Your job in this problem will be to implement your own working version of the decision tree learning algorithm sketched in Chapter 18 of Russell and Norvig. We'll approach this problem in several stages.4.1.1 (10 points)
First, devise your own sample domain for decision tree learning. The basic idea is that there should be an interesting, nontrivial choice involved--nontrivial in the sense that many factors may enter into your decision. (Examples might include: whether or not to trust the weather enough to go to an outdoor concert; whether or not to apply to a particular graduate school; whether or not to go home for Thanksgiving.) You need to devise a set of perhaps 8-12 binary (yes/no) attributes that characterize your examples, and create about 15 training examples and 5 test examples.4.1.2 (20 points)
Write and test several procedures that will be used for the Choose-Attribute function of the decision tree learning algorithm. The procedures are:Information-value (yes-number, no-number)
This procedure should return the quantitative value of the information associated with a probability distribution ( y/(y+n), n/(y+n) ) as described in the text.Information-gain (yes-examples, no-examples, attribute)
This procedure should return the information gain resulting from using a particular attribute to partition a root with the set of starting yes- and no-examples into distinct subtrees.Choose-best-attribute-by-information-value (examples, attributes)
This procedure should find the best attribute in the set of attributes (using the information value) to partition the set of examples into distinct subtrees.
Show how your procedures work on some sample input.
4.1.3 (5 points)
Using your information-value procedure, answer the following question:
Suppose we start with a set of 100 yes-examples and 100 no-examples; and suppose that one attribute would partition the set into two subtrees, one with 70 yes-examples and 40 no-examples, and the other with 30 yes-examples and 60 no-examples. Now suppose that we have a second attribute that partitions the set into two subtrees, one with N yes-examples and 0 no-examples, and one with 100-N yes-examples and 100 no-examples. What is the smallest value of N such that the second attribute is superior to the first for partitioning the original set?
4.1.4 (30 points)
Implement the full decision-tree learning algorithm (using the information-based procedures that you created in 4.1.2, or procedures like them); and then run the algorithm on your training sample to produce a decision tree. Once that tree is created, verify that it correctly classifies your training examples. How close is it to the tree that you might have expected (based on introspection)?
4.1.5 (15 points)
Implement a procedure which, when given an unclassified example and a decision tree, uses the decsion tree to classify the example. (In other words, we now want to use the tree created in 4.1.4 to classify new examples.) Show how your decision tree from 4.1.4 classifies the test examples that you devised in 4.1.1.
4.1.6 (20 points)
Now experiment with the algorithm that you created in 4.1.4 so that it uses two alternative methods for choosing the next attribute to use in partitioning a tree into subtrees. First, use a method that simply chooses an attribute at random; now run your algorithm on the training set and show the tree that this new version of the algorithm would produce. Second, use a method that chooses the attribute on the basis of the following rule:
a. Define the yes-no-difference for a given set (yes-examples, no-examples) as the absolute value of the difference between the number of yes-examples and the number of no-examples.
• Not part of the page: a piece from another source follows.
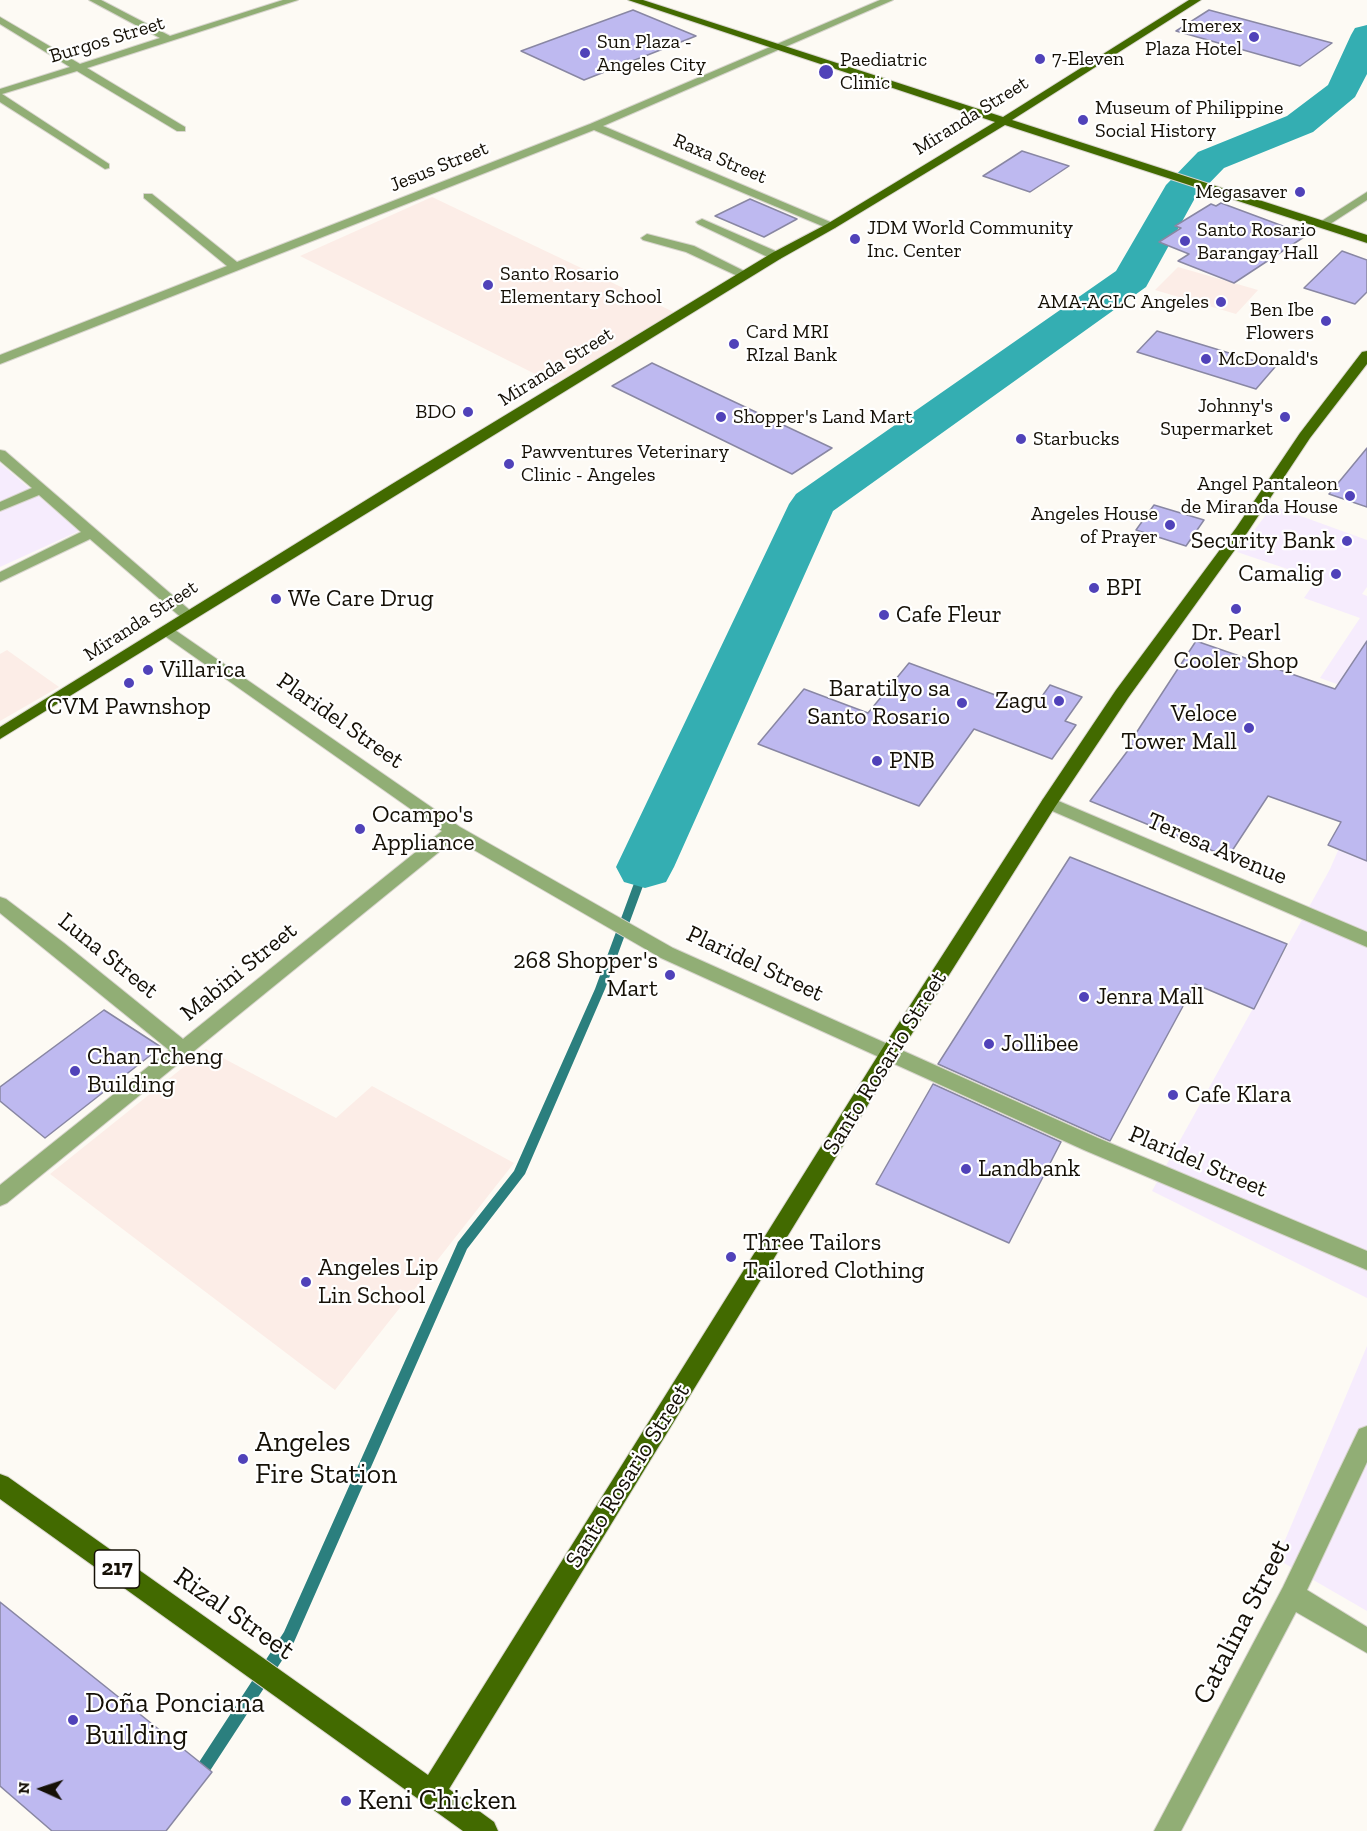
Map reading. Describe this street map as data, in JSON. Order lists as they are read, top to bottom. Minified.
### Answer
{"streets":{"main road":["Miranda Street","Santo Rosario Street","217","Rizal Street"],"street":["Burgos Street","Raxa Street","Jesus Street","Plaridel Street","Teresa Avenue","Luna Street","Mabini Street","Catalina Street"]},"crossings":[["Miranda Street","Raxa Street"],["Miranda Street","Plaridel Street"],["Raxa Street","Jesus Street"],["Plaridel Street","Mabini Street"],["Plaridel Street","Santo Rosario Street"],["Teresa Avenue","Santo Rosario Street"],["Luna Street","Mabini Street"],["Santo Rosario Street","217"],["Santo Rosario Street","Rizal Street"],["217","Rizal Street"]],"places":["Imerex Plaza Hotel","Sun Plaza - Angeles City","7-Eleven","Paediatric Clinic","Museum of Philippine Social History","Megasaver","JDM World Community Inc. Center","Santo Rosario Barangay Hall","Santo Rosario Elementary School","AMA-ACLC Angeles","Ben Ibe Flowers","Card MRI RIzal Bank","McDonald's","BDO","Shopper's Land Mart","Johnny's Supermarket","Starbucks","Pawventures Veterinary Clinic - Angeles","Angel Pantaleon de Miranda House","Angeles House of Prayer","Security Bank","Camalig","BPI","We Care Drug","Dr. Pearl Cooler Shop","Cafe Fleur","Villarica","CVM Pawnshop","Zagu","Baratilyo sa Santo Rosario","Veloce Tower Mall","PNB","Ocampo's Appliance","268 Shopper's Mart","Jenra Mall","Jollibee","Chan Tcheng Building","Cafe Klara","Landbank","Three Tailors Tailored Clothing","Angeles Lip Lin School","Angeles Fire Station","Doña Ponciana Building","Keni Chicken"],"north":"left"}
b. Define the yes-no-subtree-difference for a given attribute as the sum of the yes-no-differences of the two subtrees produced by a given binary attribute.
c. Choose the "best" attribute by a method which maximizes the yes-no-subtree-difference for a given attribute choice.
Once more, run this new version of the algorithm on the training set and show the tree that this new version would produce. How do these two alternative tree-producing algorithms compare with the original information-based algorithm in terms of (i) the size of the tree produced, and (ii) the quality or understandability of the tree produced?